Parameter Description Type Default
dataset.max_char_prediction Maximum number of characters to predict. int 1000
dataset.tokens Path to a NER tokens configuration file similar to the one used for extraction. pathlib.Path

To determine the value to use for dataset.max_char_prediction, you can use the analyze command to find the maximum number of characters in a label of the dataset.
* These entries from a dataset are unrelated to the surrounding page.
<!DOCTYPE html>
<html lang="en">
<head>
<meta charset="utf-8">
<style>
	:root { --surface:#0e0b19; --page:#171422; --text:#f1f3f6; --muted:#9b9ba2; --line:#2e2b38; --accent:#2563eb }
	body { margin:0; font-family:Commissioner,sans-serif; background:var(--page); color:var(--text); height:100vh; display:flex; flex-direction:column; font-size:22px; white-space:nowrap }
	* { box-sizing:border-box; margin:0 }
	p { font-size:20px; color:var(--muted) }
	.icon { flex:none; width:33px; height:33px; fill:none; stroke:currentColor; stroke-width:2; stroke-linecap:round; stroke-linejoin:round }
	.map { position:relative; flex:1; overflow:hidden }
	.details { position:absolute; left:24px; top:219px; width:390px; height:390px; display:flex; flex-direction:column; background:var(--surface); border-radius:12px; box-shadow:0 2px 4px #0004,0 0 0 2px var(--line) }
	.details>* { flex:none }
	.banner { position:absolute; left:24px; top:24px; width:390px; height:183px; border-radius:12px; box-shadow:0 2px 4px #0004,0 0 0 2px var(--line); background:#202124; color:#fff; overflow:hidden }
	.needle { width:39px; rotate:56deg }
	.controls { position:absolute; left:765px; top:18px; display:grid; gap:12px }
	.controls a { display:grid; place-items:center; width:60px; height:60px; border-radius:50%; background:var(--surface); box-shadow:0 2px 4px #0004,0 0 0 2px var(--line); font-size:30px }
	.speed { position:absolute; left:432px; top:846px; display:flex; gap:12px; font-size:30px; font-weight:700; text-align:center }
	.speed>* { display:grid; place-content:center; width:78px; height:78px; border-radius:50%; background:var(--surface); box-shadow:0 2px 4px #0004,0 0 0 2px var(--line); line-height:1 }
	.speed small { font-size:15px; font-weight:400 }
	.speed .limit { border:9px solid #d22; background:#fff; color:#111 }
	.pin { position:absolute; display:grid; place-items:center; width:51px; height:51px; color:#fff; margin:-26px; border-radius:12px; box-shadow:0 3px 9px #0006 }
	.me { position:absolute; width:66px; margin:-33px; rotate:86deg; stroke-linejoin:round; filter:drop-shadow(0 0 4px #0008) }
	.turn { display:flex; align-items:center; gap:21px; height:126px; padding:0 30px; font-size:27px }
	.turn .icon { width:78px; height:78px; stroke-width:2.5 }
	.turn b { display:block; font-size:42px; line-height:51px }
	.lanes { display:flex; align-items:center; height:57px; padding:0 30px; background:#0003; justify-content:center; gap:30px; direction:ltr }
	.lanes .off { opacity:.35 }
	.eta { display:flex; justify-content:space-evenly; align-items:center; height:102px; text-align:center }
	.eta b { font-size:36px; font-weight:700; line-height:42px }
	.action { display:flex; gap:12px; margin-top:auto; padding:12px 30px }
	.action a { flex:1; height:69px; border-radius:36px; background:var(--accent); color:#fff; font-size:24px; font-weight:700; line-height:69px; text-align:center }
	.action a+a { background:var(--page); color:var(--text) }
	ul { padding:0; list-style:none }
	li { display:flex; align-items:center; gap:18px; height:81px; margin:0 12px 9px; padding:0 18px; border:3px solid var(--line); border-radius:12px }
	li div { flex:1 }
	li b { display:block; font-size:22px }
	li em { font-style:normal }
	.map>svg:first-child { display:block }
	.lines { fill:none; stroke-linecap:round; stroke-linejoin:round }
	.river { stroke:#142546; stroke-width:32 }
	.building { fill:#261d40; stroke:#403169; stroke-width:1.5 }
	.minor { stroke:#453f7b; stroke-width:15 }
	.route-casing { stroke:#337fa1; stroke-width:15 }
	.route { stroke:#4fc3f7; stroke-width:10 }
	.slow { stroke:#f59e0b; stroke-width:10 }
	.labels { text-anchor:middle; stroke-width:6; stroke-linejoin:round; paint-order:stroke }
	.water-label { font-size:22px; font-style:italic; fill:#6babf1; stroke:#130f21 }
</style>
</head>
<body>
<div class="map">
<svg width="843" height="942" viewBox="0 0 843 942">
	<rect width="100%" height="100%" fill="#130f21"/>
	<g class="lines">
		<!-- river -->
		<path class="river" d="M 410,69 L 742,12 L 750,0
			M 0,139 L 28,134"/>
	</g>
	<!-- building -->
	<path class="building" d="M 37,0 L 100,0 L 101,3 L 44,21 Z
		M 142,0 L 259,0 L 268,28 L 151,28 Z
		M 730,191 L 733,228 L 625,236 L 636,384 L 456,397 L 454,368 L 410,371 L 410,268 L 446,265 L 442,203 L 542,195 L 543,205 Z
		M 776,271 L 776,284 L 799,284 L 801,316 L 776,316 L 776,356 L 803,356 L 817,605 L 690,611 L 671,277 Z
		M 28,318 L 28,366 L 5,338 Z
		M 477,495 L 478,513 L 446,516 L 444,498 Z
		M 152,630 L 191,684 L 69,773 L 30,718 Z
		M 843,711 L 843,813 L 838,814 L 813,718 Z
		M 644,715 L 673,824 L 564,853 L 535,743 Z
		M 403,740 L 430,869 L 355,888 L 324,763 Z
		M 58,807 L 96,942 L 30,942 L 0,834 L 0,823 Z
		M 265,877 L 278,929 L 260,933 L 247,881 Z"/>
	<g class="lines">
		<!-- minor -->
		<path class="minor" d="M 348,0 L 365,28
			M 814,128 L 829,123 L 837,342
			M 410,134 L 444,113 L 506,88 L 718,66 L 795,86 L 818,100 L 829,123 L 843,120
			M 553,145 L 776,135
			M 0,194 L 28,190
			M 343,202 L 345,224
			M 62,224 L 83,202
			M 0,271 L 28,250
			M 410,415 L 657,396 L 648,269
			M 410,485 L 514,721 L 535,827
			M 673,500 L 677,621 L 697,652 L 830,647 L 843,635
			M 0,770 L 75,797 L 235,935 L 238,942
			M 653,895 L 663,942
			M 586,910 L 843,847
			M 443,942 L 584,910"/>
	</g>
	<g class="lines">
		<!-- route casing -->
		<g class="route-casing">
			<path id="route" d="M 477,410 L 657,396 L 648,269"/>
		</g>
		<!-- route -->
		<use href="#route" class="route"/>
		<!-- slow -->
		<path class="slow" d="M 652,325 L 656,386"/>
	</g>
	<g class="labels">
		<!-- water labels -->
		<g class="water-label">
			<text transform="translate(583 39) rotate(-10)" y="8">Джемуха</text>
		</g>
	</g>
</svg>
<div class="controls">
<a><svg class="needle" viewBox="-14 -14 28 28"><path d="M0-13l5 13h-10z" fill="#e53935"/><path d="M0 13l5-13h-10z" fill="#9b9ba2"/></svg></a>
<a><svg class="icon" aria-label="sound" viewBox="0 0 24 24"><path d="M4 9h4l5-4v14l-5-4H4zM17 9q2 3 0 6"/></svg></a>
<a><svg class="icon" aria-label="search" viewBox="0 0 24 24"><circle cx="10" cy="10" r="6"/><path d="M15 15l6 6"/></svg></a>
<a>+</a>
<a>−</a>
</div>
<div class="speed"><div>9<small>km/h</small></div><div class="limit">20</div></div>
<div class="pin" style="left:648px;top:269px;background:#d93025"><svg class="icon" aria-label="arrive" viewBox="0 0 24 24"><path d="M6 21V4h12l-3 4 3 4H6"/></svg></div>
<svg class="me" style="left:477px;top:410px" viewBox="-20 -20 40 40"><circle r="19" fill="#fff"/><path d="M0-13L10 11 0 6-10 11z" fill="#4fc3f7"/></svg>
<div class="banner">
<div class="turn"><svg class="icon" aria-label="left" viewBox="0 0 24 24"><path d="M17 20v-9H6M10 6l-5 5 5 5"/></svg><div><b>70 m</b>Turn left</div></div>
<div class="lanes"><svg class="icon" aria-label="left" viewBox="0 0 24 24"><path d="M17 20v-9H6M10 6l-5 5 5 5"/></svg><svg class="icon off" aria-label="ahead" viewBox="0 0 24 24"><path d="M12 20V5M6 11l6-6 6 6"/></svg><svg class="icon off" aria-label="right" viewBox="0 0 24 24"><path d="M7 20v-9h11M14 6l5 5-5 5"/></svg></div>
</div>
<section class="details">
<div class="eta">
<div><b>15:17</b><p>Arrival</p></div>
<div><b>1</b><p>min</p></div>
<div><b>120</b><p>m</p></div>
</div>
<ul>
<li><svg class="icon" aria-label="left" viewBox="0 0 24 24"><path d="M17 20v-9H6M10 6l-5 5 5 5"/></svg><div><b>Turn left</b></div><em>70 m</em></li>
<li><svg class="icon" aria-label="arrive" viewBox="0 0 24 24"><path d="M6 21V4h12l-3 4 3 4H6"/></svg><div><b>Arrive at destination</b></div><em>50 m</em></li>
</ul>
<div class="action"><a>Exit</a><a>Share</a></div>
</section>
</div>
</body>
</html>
!!! note You must replace the pseudo-variables $dataset_name and $dataset_path with respectively the name and the relative/absolute path to your dataset.

Model parameters

Name Description Type Default
model.transfered_charset Transfer learning of the decision layer based on charset of the model to transfer. bool True
model.additional_tokens For decision layer = [, ], only for transferred charset. int 1
model.h_max Maximum height for encoder output (for 2D positional embedding). int 500
model.w_max Maximum width for encoder output (for 2D positional embedding). int 1000

Encoder

Name Description Type Default
model.encoder.dropout Dropout probability in the encoder. float 0.5
model.encoder.nb_layers Number of layers in the encoder. int 5

Decoder

Name Description Type Default
model.decoder.enc_dim Dimension of features extracted by the encoder. int 256
model.decoder.l_max Maximum predicted sequence length (for 1D positional embedding). int 15000
model.decoder.dec_num_layers Number of transformer decoder layers. int 8
model.decoder.dec_num_heads Number of heads in transformer decoder layers. int 4
model.decoder.dec_res_dropout Dropout probability in transformer decoder layers. float 0.1
model.decoder.dec_pred_dropout Dropout rate before decision layer. float 0.1
model.decoder.dec_att_dropout Dropout rate in multi head attention. float 0.1
model.decoder.dec_dim_feedforward Number of dimensions for feedforward layer in transformer decoder layers. int 256
model.decoder.attention_win Length of attention window. int 100

Language model

This assumes that you have already trained a language model.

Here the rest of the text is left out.